In the event of a massive CME off-grid homes and buildings are likely to fare much better because they are not connected to the power grid. The problem comes with long transmission lines where incredibly large charge differentials can build up over distance. shorter wires can't build up nearly the same amount of charge differential.

Edit: I feel it's important to mention that grid tie systems are going to be just as vulnerable as on grid because you still have the grid actually physically connected to the building.

[-] kalkulat@lemmy.world 3 points 13 hours ago

As an amateur radio operator, The high bands get wiped first! 80, 160, not so much (no ionosphere? ground wave still works. Easy to throw up a long wire ... afterward). Hams (esp. ARES) will become VERY IMPORTANT for a LONG time when it happens. Field Day is a good way to prep for aftermath. (Gear can go into metal containers to escape parts damage until afterward.) Portable generators (best without a lot of electronics on them) will be needed to re-charge the batteries!

[-] bobs_monkey@lemm.ee 18 points 1 day ago

It's worth noting that even though a building might have solar, the systems usually disable themselves in the event of a blackout to prevent back feeding into the grid.

[-] shortwavesurfer@lemmy.zip 14 points 1 day ago

That's known as a grid tie system and my edit mentions that. The only way it's going to help is if the grid is physically disconnected from the building as in the wire is not connected to the building at any point.

[-] curbstickle@lemmy.dbzer0.com 3 points 1 day ago

Unless I'm missing something here, thats what an LVD should do, and anyone grid-connected with solar should have.

[-] shortwavesurfer@lemmy.zip 6 points 1 day ago

During a normal power outage, you're right. That does keep you isolated on your own island. But in a case like this, the voltage is likely to spike to incredibly high levels on wires that aren't meant to carry it and cause arcing and possibly fires. That's why you want to be physically disconnected.

[-] anomnom@sh.itjust.works 1 points 1 day ago

The breakers at transformers in each neighborhood would surely trip before frying a house I would think.

They go whenever a tree comes down near our street anyway.
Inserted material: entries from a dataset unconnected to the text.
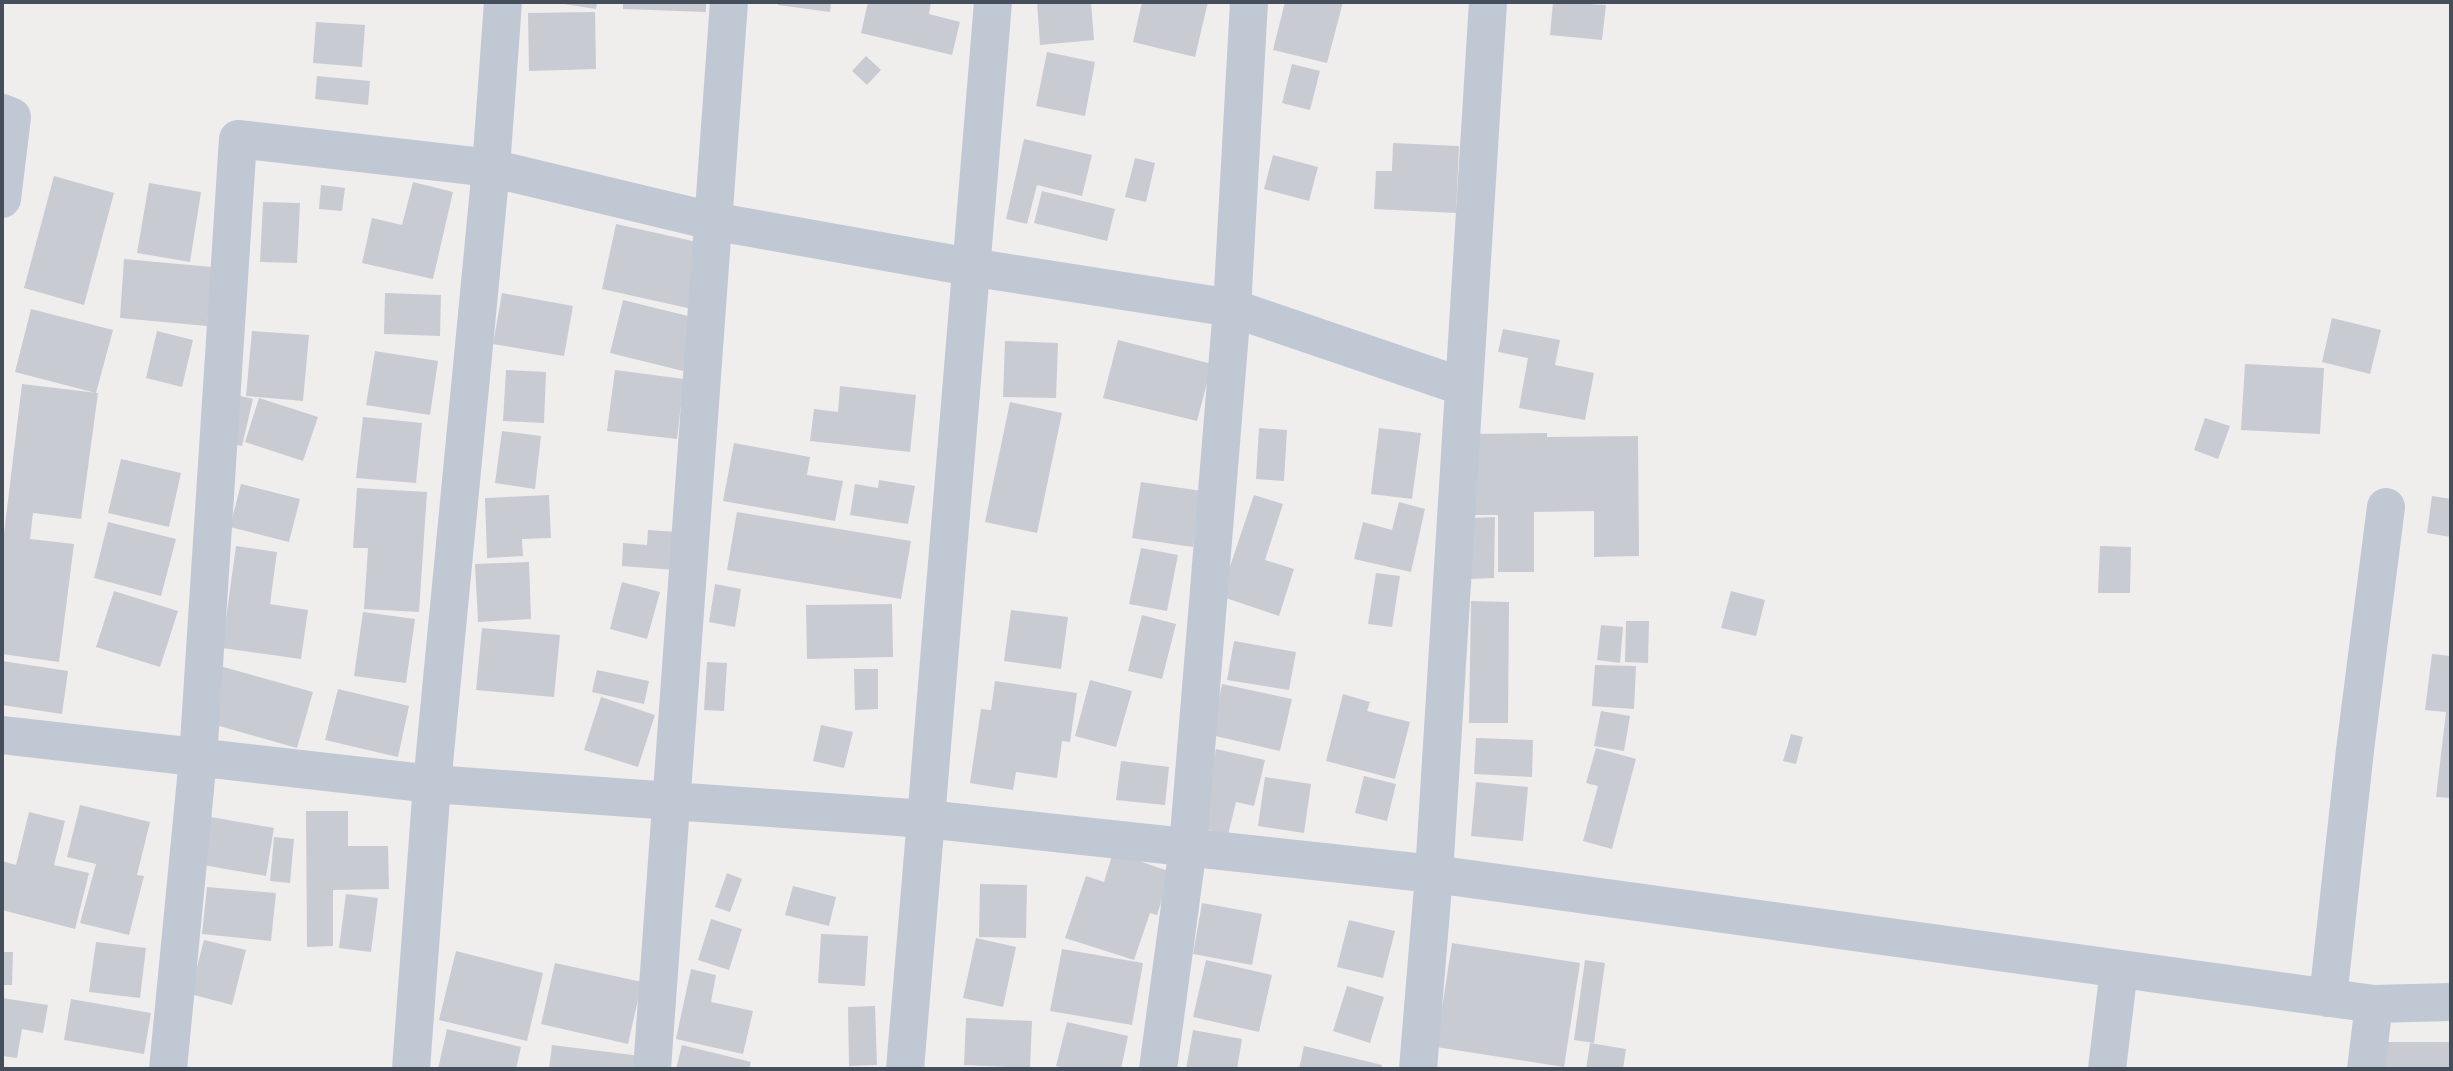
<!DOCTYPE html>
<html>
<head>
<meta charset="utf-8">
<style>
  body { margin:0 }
  #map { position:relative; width:2453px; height:1071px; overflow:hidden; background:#f0eded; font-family:"Asap Condensed",sans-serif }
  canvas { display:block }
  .frame { position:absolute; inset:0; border:4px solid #454e5b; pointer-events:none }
</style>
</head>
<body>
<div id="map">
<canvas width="2453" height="1071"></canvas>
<div class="frame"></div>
</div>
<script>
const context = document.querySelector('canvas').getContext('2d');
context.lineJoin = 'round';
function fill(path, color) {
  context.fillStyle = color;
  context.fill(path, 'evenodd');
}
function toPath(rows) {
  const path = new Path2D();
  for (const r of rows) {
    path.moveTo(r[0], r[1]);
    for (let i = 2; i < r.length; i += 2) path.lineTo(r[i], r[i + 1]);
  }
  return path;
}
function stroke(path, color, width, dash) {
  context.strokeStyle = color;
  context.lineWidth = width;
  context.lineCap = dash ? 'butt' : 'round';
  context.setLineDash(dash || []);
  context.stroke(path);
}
fill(toPath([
  [551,2,597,2,596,9],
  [623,2,706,2,706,12,623,9],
  [778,2,831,2,830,12,778,5],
  [868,2,931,2,929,14,960,22,952,55,861,33],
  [1037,2,1091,2,1094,40,1040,45],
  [1142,2,1208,2,1195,57,1133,42],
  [1285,2,1343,2,1327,63,1273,50],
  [1553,2,1606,5,1602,40,1550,35],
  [595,12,596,69,529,71,528,13],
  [316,22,365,25,362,67,313,63],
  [1047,52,1095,62,1085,116,1036,106],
  [866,56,881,70,867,85,852,71],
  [1292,64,1320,71,1310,110,1282,103],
  [317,76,370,81,368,105,315,99],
  [1024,139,1092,155,1082,196,1037,185,1027,224,1006,219],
  [1393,143,1459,146,1456,213,1374,209,1376,171,1392,171],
  [1273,155,1318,167,1309,201,1264,189],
  [1135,158,1155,163,1146,202,1125,197],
  [54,176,114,193,84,305,24,288],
  [413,182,453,192,433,279,362,263,372,218,402,225],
  [149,183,201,192,190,262,137,253],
  [321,185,345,188,342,211,319,209],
  [1042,191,1115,209,1107,241,1034,223],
  [263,202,300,203,297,263,260,262],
  [616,224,706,244,692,309,602,289],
  [124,259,212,267,207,326,120,318],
  [385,293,441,295,440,336,384,334],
  [502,293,573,306,564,356,493,344],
  [623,300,696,318,683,371,610,353],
  [31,309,113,330,96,393,15,372],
  [2332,318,2381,330,2370,374,2322,362],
  [1503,329,1560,340,1555,365,1594,373,1585,420,1519,408,1528,358,1498,352],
  [157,331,193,340,182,387,146,378],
  [252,331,309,335,303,401,246,396],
  [1118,340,1212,364,1197,421,1103,398],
  [1005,341,1058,343,1056,398,1003,397],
  [375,351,438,361,430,415,366,405],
  [2245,364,2324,368,2320,434,2241,430],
  [506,370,546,372,544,423,503,421],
  [615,370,684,379,677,439,607,431],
  [22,384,98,393,81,519,33,513,30,539,74,544,59,662,2,654,2,550],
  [840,386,916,395,910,452,810,441,814,409,838,412],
  [233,394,253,399,242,446,222,442],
  [259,398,318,417,303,461,245,442],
  [1010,402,1062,413,1037,533,985,522],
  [363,417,422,423,416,483,356,478],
  [2205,418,2230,426,2218,459,2194,450],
  [1259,428,1287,430,1284,481,1256,479],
  [1379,428,1421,433,1412,499,1371,494],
  [502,431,541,436,535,489,495,483],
  [1547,433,1547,437,1638,436,1639,556,1594,557,1594,511,1534,512,1534,572,1498,572,1498,515,1471,515,1471,434],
  [734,443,810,457,807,475,843,481,835,521,723,501],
  [121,459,181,473,169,527,108,513],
  [879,480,915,486,908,524,850,515,855,484,878,488],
  [1141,482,1202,491,1193,547,1132,538],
  [241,484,300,499,289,542,230,527],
  [357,488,427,492,419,612,364,609,368,548,353,548],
  [549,495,551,538,522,539,523,556,487,558,485,498],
  [1254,495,1283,504,1265,560,1294,569,1279,616,1220,596],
  [2432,496,2451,499,2451,537,2427,533],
  [1399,502,1425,509,1411,572,1354,559,1363,522,1392,530],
  [737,512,911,541,901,599,727,570],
  [1495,517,1494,578,1469,579,1469,518],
  [108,522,176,539,161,596,94,578],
  [648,530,678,532,675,570,622,566,623,543,647,545],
  [236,546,277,552,270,604,308,610,301,659,222,648],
  [2100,546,2131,547,2130,593,2098,593],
  [1141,548,1178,555,1167,611,1129,604],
  [529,562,531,619,478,622,475,564],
  [1376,573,1400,576,1392,627,1368,624],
  [622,582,660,592,647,639,610,629],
  [715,584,741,589,735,627,709,622],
  [114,591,178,611,160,667,96,647],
  [1731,591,1765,600,1756,636,1721,628],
  [1471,601,1509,602,1508,723,1469,723],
  [892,604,893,657,807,659,806,605],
  [1011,610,1068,617,1061,669,1004,661],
  [363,612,415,619,406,683,354,676],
  [1142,615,1176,624,1162,679,1128,671],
  [1626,621,1649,621,1648,663,1625,662],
  [1601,625,1623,627,1620,663,1597,660],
  [482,628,560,635,554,697,476,690],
  [1234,641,1296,652,1289,690,1227,680],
  [2432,654,2451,656,2451,798,2436,797,2446,712,2425,710],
  [2,661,68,671,62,714,2,705],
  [707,662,727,663,724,711,704,710],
  [1595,665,1636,666,1634,709,1592,706],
  [220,666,313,692,297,748,205,722],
  [854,669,878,669,878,709,855,710],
  [597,670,649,681,644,704,592,692],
  [1090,680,1132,691,1116,747,1075,736],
  [995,681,1077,693,1070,742,1062,741,1057,778,1016,772,1013,790,970,783,981,709,991,710],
  [1222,684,1292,699,1280,751,1211,735],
  [338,689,409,706,398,757,325,740],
  [1343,694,1370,702,1367,711,1410,722,1395,779,1326,761],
  [601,697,655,715,638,767,584,750],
  [1601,711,1630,716,1624,751,1594,746],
  [821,725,853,732,844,768,813,761],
  [1791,734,1803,737,1796,764,1783,761],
  [1476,738,1533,740,1532,777,1474,774],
  [1596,748,1636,759,1612,849,1583,841,1598,786,1586,783],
  [1216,749,1265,760,1254,806,1236,802,1228,835,1197,827],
  [1121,761,1169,767,1165,805,1116,800],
  [1364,776,1396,784,1387,821,1355,813],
  [1265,777,1311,784,1304,833,1258,826],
  [1476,782,1528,787,1523,841,1471,836],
  [80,805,150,822,137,875,144,876,129,935,80,923,96,864,67,857],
  [306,811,348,811,348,846,388,846,389,889,333,890,333,946,307,947],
  [29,812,65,821,54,865,89,873,75,929,2,910,2,861,16,865],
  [205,816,274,828,266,876,197,864],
  [274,837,294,839,290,883,270,881],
  [1113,852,1171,872,1157,915,1150,913,1134,960,1065,938,1086,876,1104,882],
  [727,873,742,879,730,912,715,907],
  [980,884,1027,885,1026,938,979,937],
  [793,886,836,897,829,926,785,915],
  [207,887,276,893,271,941,202,934],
  [346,894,378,898,371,952,339,948],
  [1202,903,1262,914,1252,965,1193,954],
  [711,919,742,929,729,970,698,960],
  [1349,920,1395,931,1383,978,1337,967],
  [821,934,868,936,865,986,818,983],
  [976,938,1016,947,1003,1007,963,998],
  [204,940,246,950,232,1005,190,994],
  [96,942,146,948,140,998,89,992],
  [1452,943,1580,963,1564,1067,1436,1047],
  [1062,949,1143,963,1132,1025,1050,1011],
  [456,951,543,973,527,1041,439,1020],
  [2,952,13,952,12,985,2,985],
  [1206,960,1272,975,1259,1032,1193,1017],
  [1585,960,1605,963,1594,1043,1574,1040],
  [555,963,642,982,628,1044,541,1024],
  [691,969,716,975,711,1002,753,1011,743,1054,676,1039],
  [1347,986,1384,997,1370,1043,1333,1031],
  [2,998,48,1005,43,1033,22,1029,17,1058,2,1056],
  [71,999,151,1013,144,1054,64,1040],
  [875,1006,877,1065,849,1066,848,1007],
  [966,1018,1032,1021,1030,1068,964,1065],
  [1067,1022,1128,1036,1121,1069,1070,1069,1056,1066],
  [447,1029,521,1047,516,1069,438,1069],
  [1193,1030,1242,1039,1237,1069,1186,1069],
  [2386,1042,2451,1042,2451,1069,2385,1069],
  [1590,1043,1626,1049,1623,1069,1586,1069],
  [552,1045,641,1056,640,1069,549,1069],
  [682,1045,751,1062,749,1069,676,1069],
  [1304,1046,1382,1065,1381,1069,1299,1069]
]), '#c9cbd3');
stroke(toPath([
  [993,2,926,819,1434,874,2374,1004,2451,1002],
  [2,113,12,117,2,199],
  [2,735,432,784,926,819,905,1069],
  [2328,998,2355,750,2386,507],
  [168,1069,198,758,238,139,491,168,712,221,970,267,1232,308,1464,387],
  [411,1069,432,784,491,168,503,2],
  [652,1069,729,2],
  [1158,1069,1188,847,1232,308,1249,2],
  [1418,1069,1434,874,1488,2],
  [2107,1069,2119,969],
  [2366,1069,2374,1004]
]), '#c0c8d3', 38);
</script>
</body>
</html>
[-] shortwavesurfer@lemmy.zip 1 points 1 day ago

The voltages involved are more likely to cause the transformers to explode rather than just tripping the breakers.

[-] curbstickle@lemmy.dbzer0.com 3 points 1 day ago* (last edited 1 day ago)

Got it, at that point (extremely high voltage) you'd need suppression at the panel. Which I would hope people have inline, but not expect like an LVD.

[-] Aceticon@lemmy.dbzer0.com 2 points 1 day ago* (last edited 1 day ago)

With a high enough voltage the air will ionized and the power will literally jump over many protection mechanisms. Also it can cause certain dialetrics (electrically isolating materials) to break as they all have a breaking point.

An extreme enough event can be way beyond even the biggest of tolerances of safety systems as there is some distance between where the outside end and the inside end are wired into the system and that distance is chosen with certain maximum voltages tolerances in mind which are finite and beyond those design voltages and as I said the air will just ionize becoming conductive and many isolators will just blow up.

So it makes sense that when a massive electromagnetic storm is inducing electric currents along tens or hundreds of miles long wires, the only guaranteed safe system is to not even have a cable from the grid coming into your house.

[-] curbstickle@lemmy.dbzer0.com 1 points 21 hours ago* (last edited 21 hours ago)

At that point, that grid connection will be the least of anyone's worries. The storm in Quebec in... 1990? Ish. tripped breakers, and shut things down for like a day.

A storm on the scale youre talking about I am pretty sure would wipe out satellites (maybe even take them down due to atmospheric drag?), impact cables other than power like copper laid for internet and phone, etc. Grid-connected power or not you'd be severely impacted and potentially at risk.

[-] Aceticon@lemmy.dbzer0.com 1 points 17 hours ago

Oh yeah, a large enough solar mass ejection in such a direction that it would directly hit planet Earth would be extremely bad.

[-] roofuskit@lemmy.world 8 points 1 day ago

That wouldn't be an off grid building then.